(Beginning of Collected data)

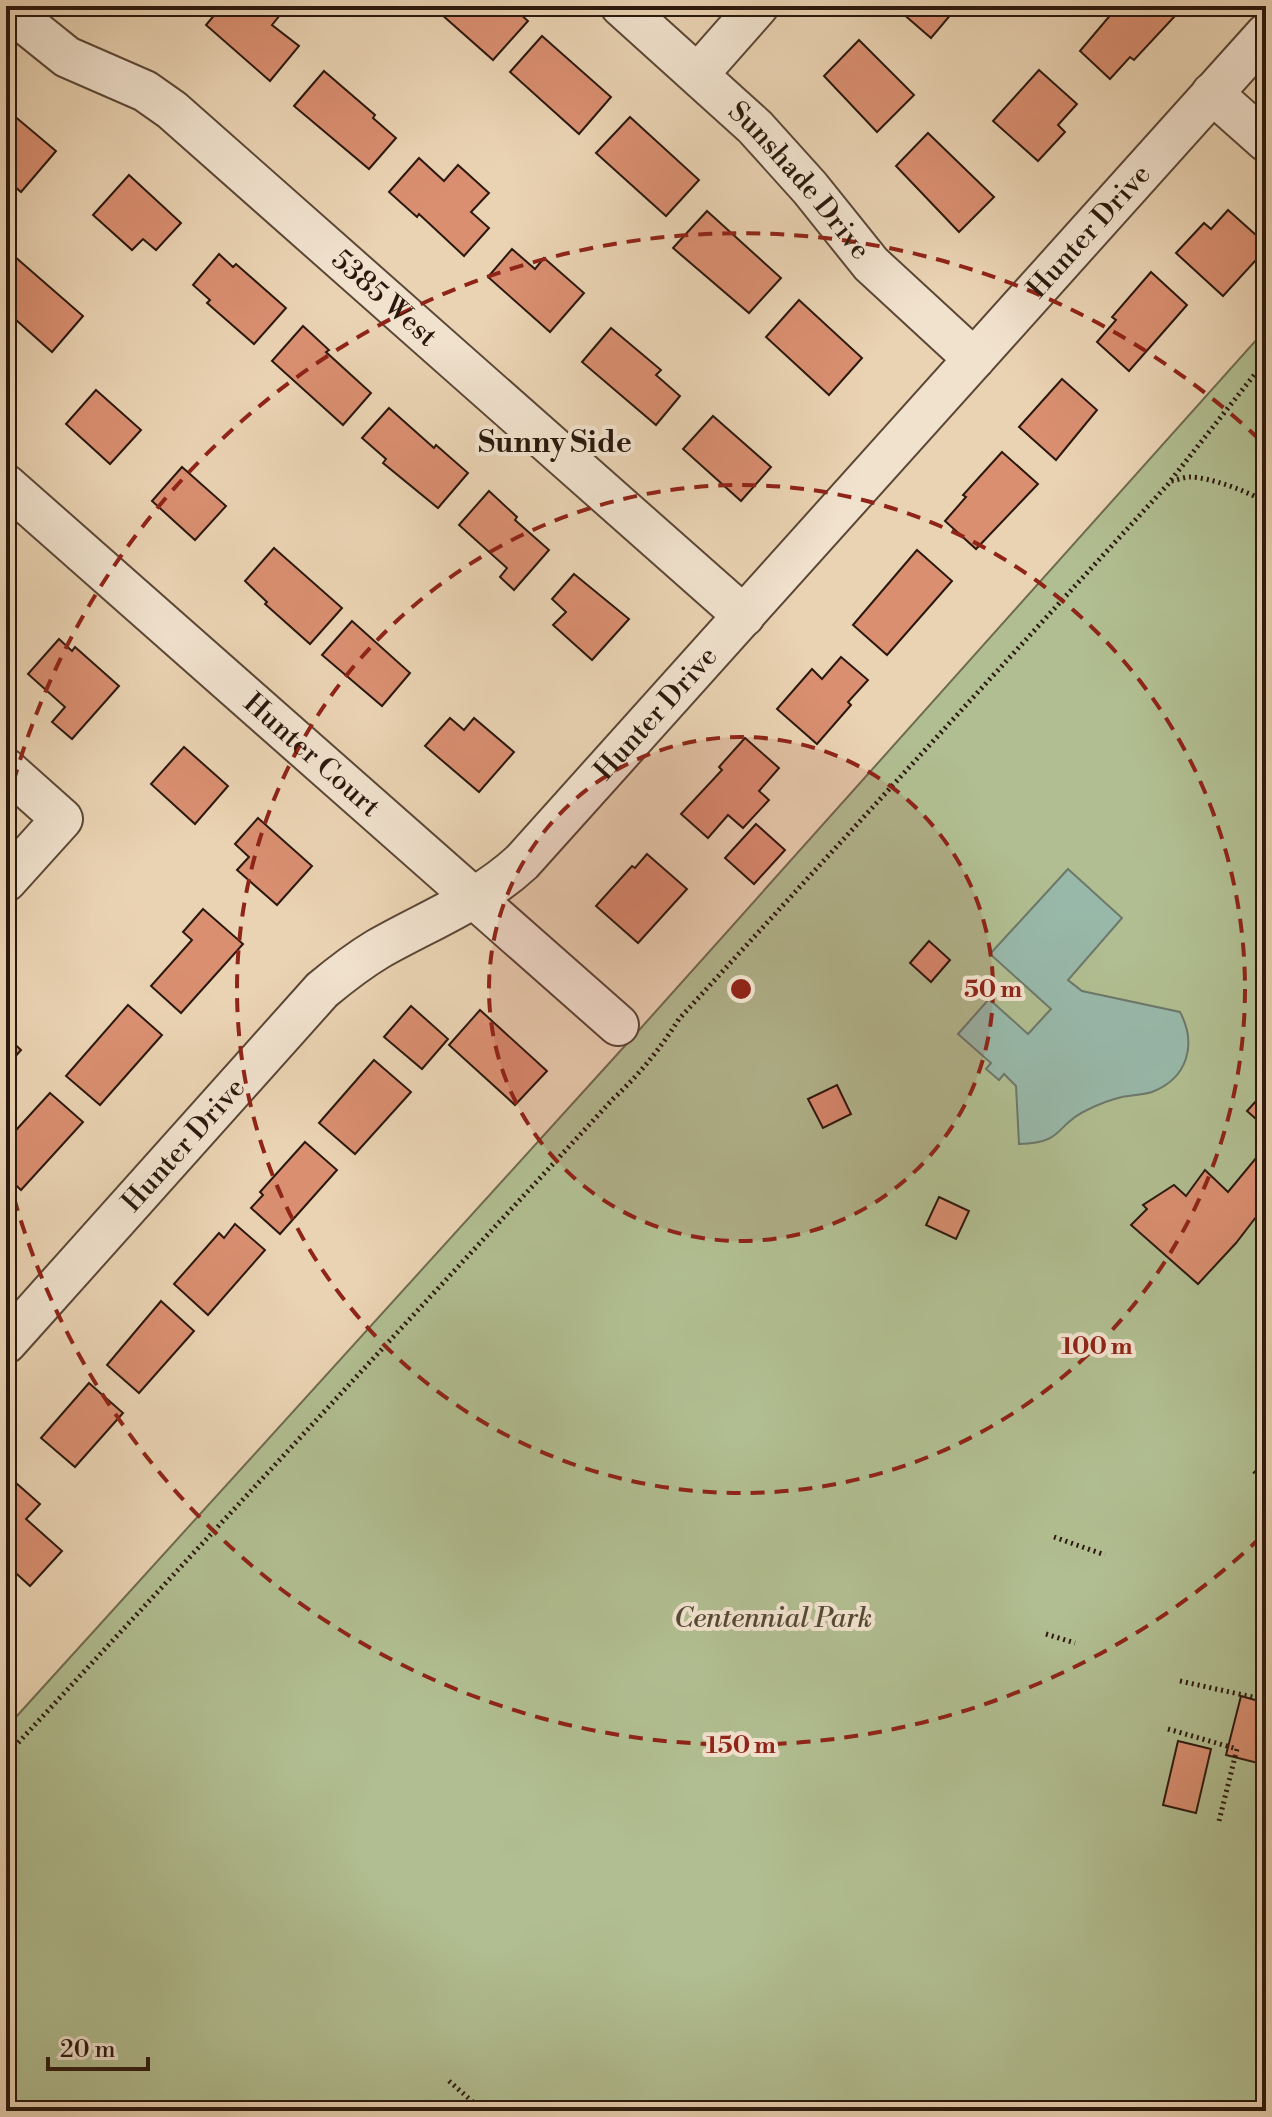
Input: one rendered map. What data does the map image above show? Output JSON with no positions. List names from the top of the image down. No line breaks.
{"streets":{"street":["Sunshade Drive","Hunter Drive","5385 West","Hunter Court"]},"crossings":[["Sunshade Drive","Hunter Drive"],["Hunter Drive","5385 West"],["Hunter Drive","Hunter Court"]],"districts":["Sunny Side"],"parks":["Centennial Park"],"scale_bar":"20 m","rings":["50 m","100 m","150 m"]}
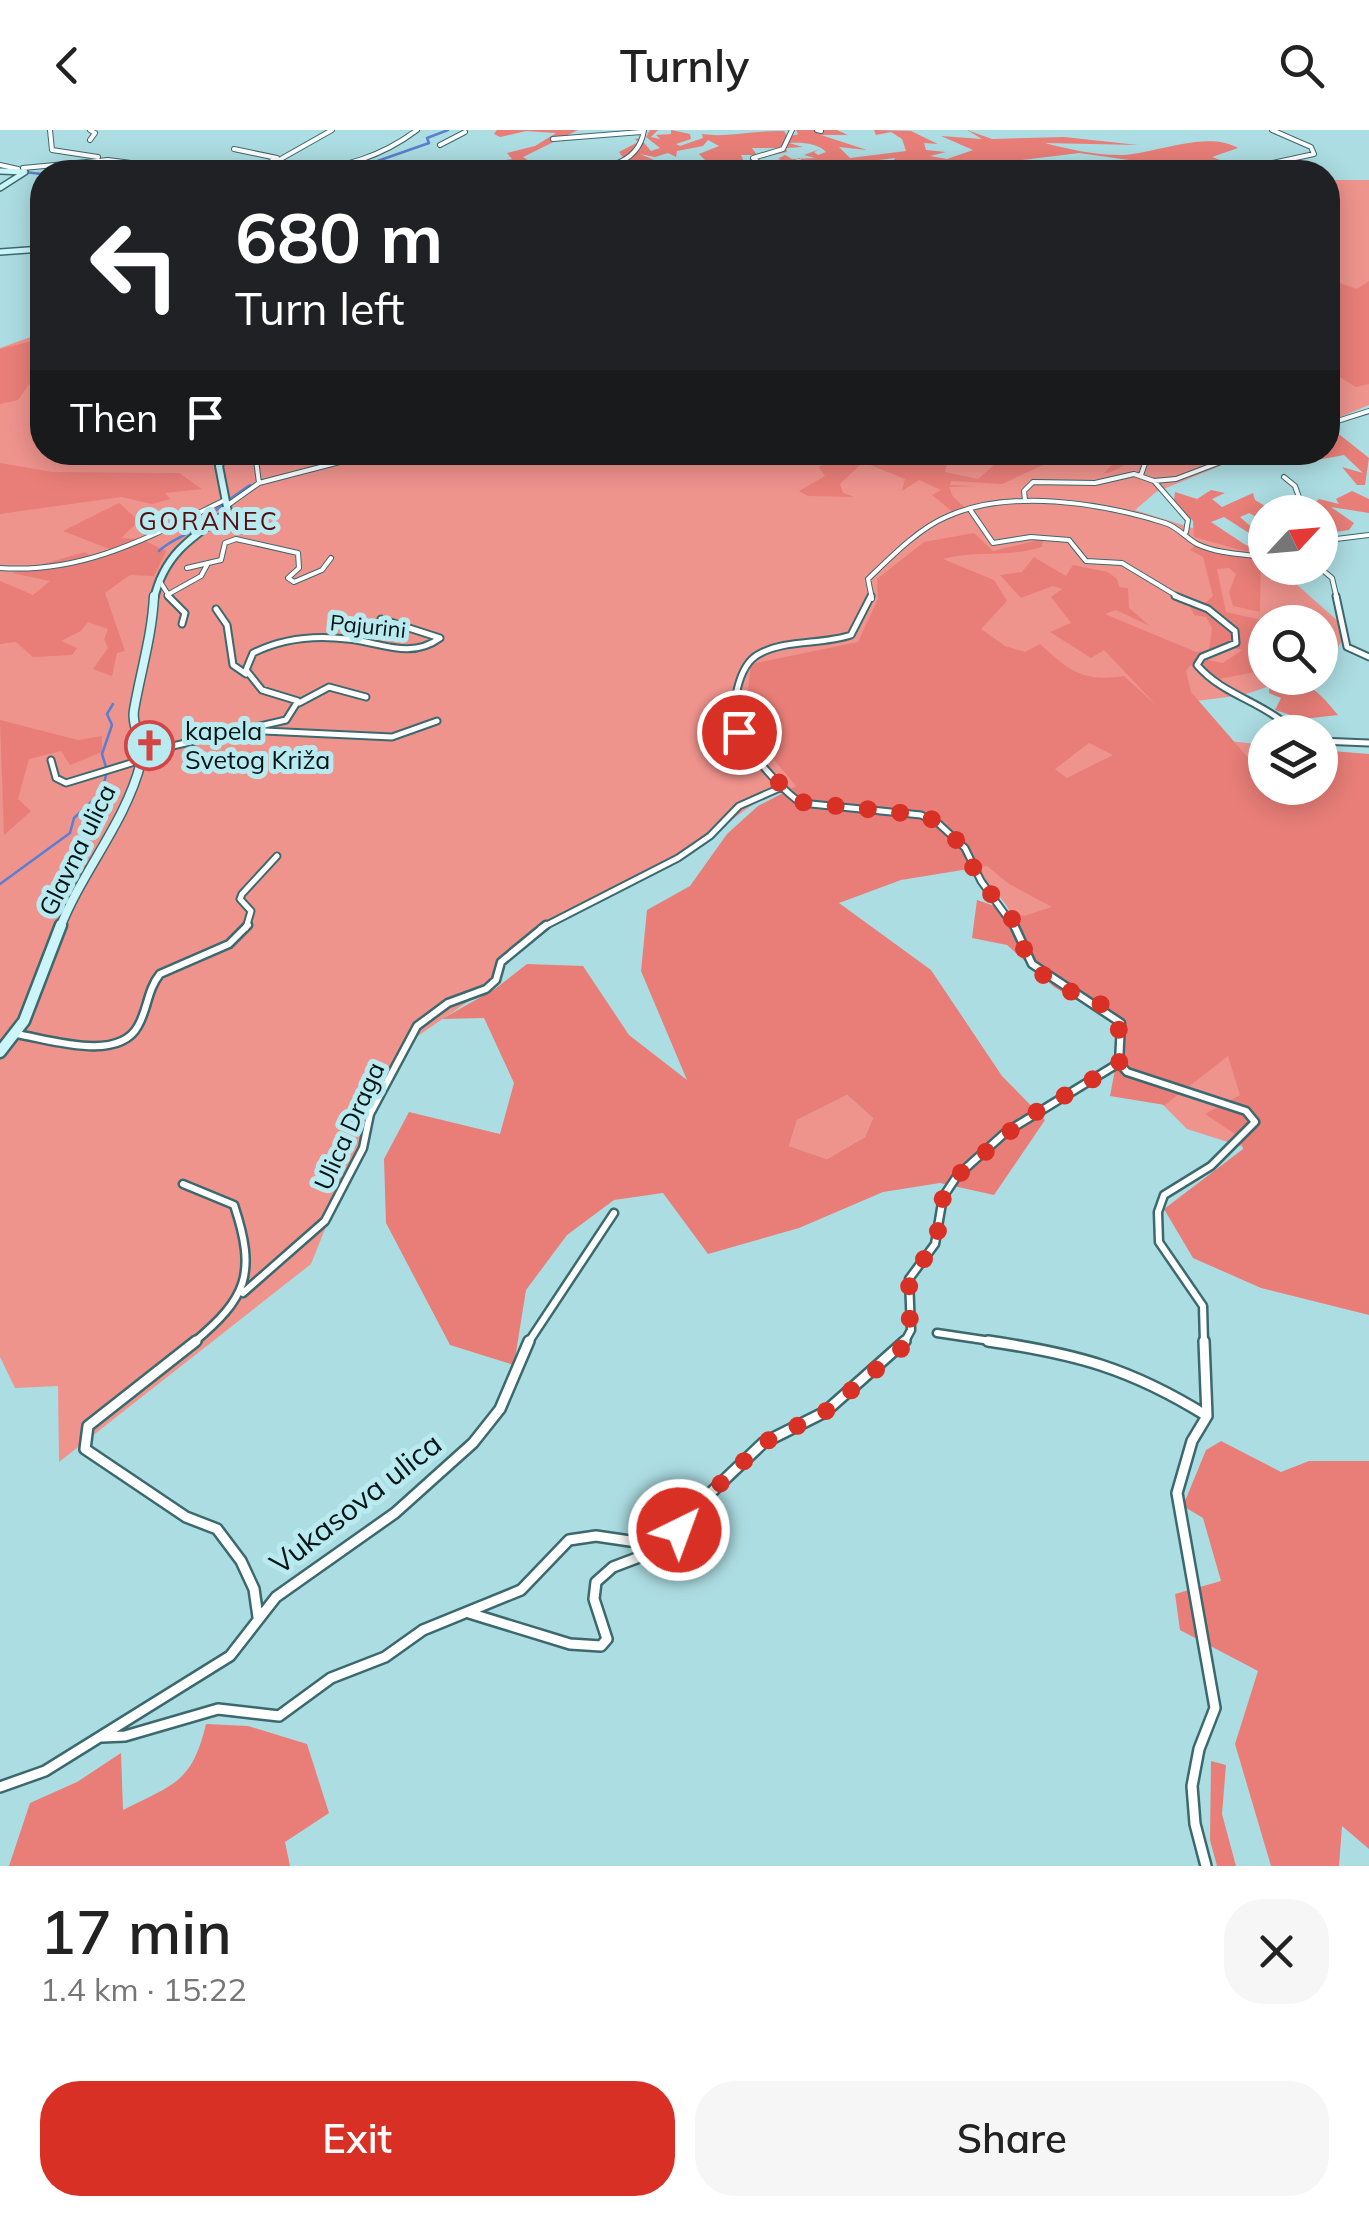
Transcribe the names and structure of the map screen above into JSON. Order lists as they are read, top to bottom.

(End of Collected data)

Prompt: Once the pictures are set aside, give the listing again word for word.

Task solution:
Input: one rendered map. What data does the map image above show? Output JSON with no positions. List names from the top of the image down. No line breaks.
{"streets":{"street":["Sunshade Drive","Hunter Drive","5385 West","Hunter Court"]},"crossings":[["Sunshade Drive","Hunter Drive"],["Hunter Drive","5385 West"],["Hunter Drive","Hunter Court"]],"districts":["Sunny Side"],"parks":["Centennial Park"],"scale_bar":"20 m","rings":["50 m","100 m","150 m"]}
Transcribe the names and structure of the map screen above into JSON. Order lists as they are read, top to bottom.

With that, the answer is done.